▸ **Dataset extract**

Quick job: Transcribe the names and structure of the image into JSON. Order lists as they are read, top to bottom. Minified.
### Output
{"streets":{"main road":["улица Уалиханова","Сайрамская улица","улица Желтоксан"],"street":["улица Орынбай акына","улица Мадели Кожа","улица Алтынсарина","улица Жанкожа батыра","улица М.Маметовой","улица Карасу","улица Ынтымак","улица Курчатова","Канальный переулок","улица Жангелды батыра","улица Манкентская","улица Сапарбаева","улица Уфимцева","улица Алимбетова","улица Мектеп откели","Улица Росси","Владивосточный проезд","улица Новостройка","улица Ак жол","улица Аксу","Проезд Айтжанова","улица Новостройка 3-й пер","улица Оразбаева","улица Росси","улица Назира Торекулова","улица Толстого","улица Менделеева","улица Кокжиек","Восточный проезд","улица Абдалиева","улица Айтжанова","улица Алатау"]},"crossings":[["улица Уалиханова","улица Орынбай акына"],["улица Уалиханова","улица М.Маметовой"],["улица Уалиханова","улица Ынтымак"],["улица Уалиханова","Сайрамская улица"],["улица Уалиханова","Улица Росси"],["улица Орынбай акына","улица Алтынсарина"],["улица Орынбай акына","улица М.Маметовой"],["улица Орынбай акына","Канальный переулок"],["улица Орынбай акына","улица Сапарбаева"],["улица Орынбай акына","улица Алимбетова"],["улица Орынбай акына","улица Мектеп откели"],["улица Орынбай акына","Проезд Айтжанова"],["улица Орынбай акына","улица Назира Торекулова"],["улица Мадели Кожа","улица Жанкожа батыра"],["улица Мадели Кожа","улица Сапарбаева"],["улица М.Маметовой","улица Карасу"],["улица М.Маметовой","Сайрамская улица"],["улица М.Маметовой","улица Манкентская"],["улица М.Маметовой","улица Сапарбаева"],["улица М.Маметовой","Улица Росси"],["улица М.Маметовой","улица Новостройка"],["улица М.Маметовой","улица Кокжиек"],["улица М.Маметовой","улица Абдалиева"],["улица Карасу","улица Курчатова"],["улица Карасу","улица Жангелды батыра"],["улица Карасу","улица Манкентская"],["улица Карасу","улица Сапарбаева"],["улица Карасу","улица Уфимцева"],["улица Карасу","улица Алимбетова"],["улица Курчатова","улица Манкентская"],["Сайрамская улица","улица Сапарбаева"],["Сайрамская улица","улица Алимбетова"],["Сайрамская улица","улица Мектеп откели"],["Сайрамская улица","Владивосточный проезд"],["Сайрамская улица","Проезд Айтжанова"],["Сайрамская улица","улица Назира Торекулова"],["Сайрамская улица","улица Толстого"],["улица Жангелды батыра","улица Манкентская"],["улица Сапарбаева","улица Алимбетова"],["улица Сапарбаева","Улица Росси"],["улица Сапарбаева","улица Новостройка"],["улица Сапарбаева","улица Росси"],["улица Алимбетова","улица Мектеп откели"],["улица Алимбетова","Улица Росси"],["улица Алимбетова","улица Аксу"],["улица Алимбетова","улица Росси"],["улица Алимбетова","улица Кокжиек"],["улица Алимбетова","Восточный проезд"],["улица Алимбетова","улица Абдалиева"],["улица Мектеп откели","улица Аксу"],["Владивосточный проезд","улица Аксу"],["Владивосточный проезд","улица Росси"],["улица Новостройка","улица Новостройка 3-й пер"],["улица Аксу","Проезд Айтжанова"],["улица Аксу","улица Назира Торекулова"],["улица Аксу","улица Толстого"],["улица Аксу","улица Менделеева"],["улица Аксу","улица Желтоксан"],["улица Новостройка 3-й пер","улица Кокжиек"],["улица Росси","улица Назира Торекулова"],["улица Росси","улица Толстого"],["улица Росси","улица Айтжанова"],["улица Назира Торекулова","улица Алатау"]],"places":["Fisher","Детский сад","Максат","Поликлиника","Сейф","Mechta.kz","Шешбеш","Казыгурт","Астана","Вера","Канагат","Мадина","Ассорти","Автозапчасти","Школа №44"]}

▸ **What this task involves**
Give the material above back in full, exactly as written.

▸ **Response**
Quick job: Transcribe the names and structure of the image into JSON. Order lists as they are read, top to bottom. Minified.
### Output
{"streets":{"main road":["улица Уалиханова","Сайрамская улица","улица Желтоксан"],"street":["улица Орынбай акына","улица Мадели Кожа","улица Алтынсарина","улица Жанкожа батыра","улица М.Маметовой","улица Карасу","улица Ынтымак","улица Курчатова","Канальный переулок","улица Жангелды батыра","улица Манкентская","улица Сапарбаева","улица Уфимцева","улица Алимбетова","улица Мектеп откели","Улица Росси","Владивосточный проезд","улица Новостройка","улица Ак жол","улица Аксу","Проезд Айтжанова","улица Новостройка 3-й пер","улица Оразбаева","улица Росси","улица Назира Торекулова","улица Толстого","улица Менделеева","улица Кокжиек","Восточный проезд","улица Абдалиева","улица Айтжанова","улица Алатау"]},"crossings":[["улица Уалиханова","улица Орынбай акына"],["улица Уалиханова","улица М.Маметовой"],["улица Уалиханова","улица Ынтымак"],["улица Уалиханова","Сайрамская улица"],["улица Уалиханова","Улица Росси"],["улица Орынбай акына","улица Алтынсарина"],["улица Орынбай акына","улица М.Маметовой"],["улица Орынбай акына","Канальный переулок"],["улица Орынбай акына","улица Сапарбаева"],["улица Орынбай акына","улица Алимбетова"],["улица Орынбай акына","улица Мектеп откели"],["улица Орынбай акына","Проезд Айтжанова"],["улица Орынбай акына","улица Назира Торекулова"],["улица Мадели Кожа","улица Жанкожа батыра"],["улица Мадели Кожа","улица Сапарбаева"],["улица М.Маметовой","улица Карасу"],["улица М.Маметовой","Сайрамская улица"],["улица М.Маметовой","улица Манкентская"],["улица М.Маметовой","улица Сапарбаева"],["улица М.Маметовой","Улица Росси"],["улица М.Маметовой","улица Новостройка"],["улица М.Маметовой","улица Кокжиек"],["улица М.Маметовой","улица Абдалиева"],["улица Карасу","улица Курчатова"],["улица Карасу","улица Жангелды батыра"],["улица Карасу","улица Манкентская"],["улица Карасу","улица Сапарбаева"],["улица Карасу","улица Уфимцева"],["улица Карасу","улица Алимбетова"],["улица Курчатова","улица Манкентская"],["Сайрамская улица","улица Сапарбаева"],["Сайрамская улица","улица Алимбетова"],["Сайрамская улица","улица Мектеп откели"],["Сайрамская улица","Владивосточный проезд"],["Сайрамская улица","Проезд Айтжанова"],["Сайрамская улица","улица Назира Торекулова"],["Сайрамская улица","улица Толстого"],["улица Жангелды батыра","улица Манкентская"],["улица Сапарбаева","улица Алимбетова"],["улица Сапарбаева","Улица Росси"],["улица Сапарбаева","улица Новостройка"],["улица Сапарбаева","улица Росси"],["улица Алимбетова","улица Мектеп откели"],["улица Алимбетова","Улица Росси"],["улица Алимбетова","улица Аксу"],["улица Алимбетова","улица Росси"],["улица Алимбетова","улица Кокжиек"],["улица Алимбетова","Восточный проезд"],["улица Алимбетова","улица Абдалиева"],["улица Мектеп откели","улица Аксу"],["Владивосточный проезд","улица Аксу"],["Владивосточный проезд","улица Росси"],["улица Новостройка","улица Новостройка 3-й пер"],["улица Аксу","Проезд Айтжанова"],["улица Аксу","улица Назира Торекулова"],["улица Аксу","улица Толстого"],["улица Аксу","улица Менделеева"],["улица Аксу","улица Желтоксан"],["улица Новостройка 3-й пер","улица Кокжиек"],["улица Росси","улица Назира Торекулова"],["улица Росси","улица Толстого"],["улица Росси","улица Айтжанова"],["улица Назира Торекулова","улица Алатау"]],"places":["Fisher","Детский сад","Максат","Поликлиника","Сейф","Mechta.kz","Шешбеш","Казыгурт","Астана","Вера","Канагат","Мадина","Ассорти","Автозапчасти","Школа №44"]}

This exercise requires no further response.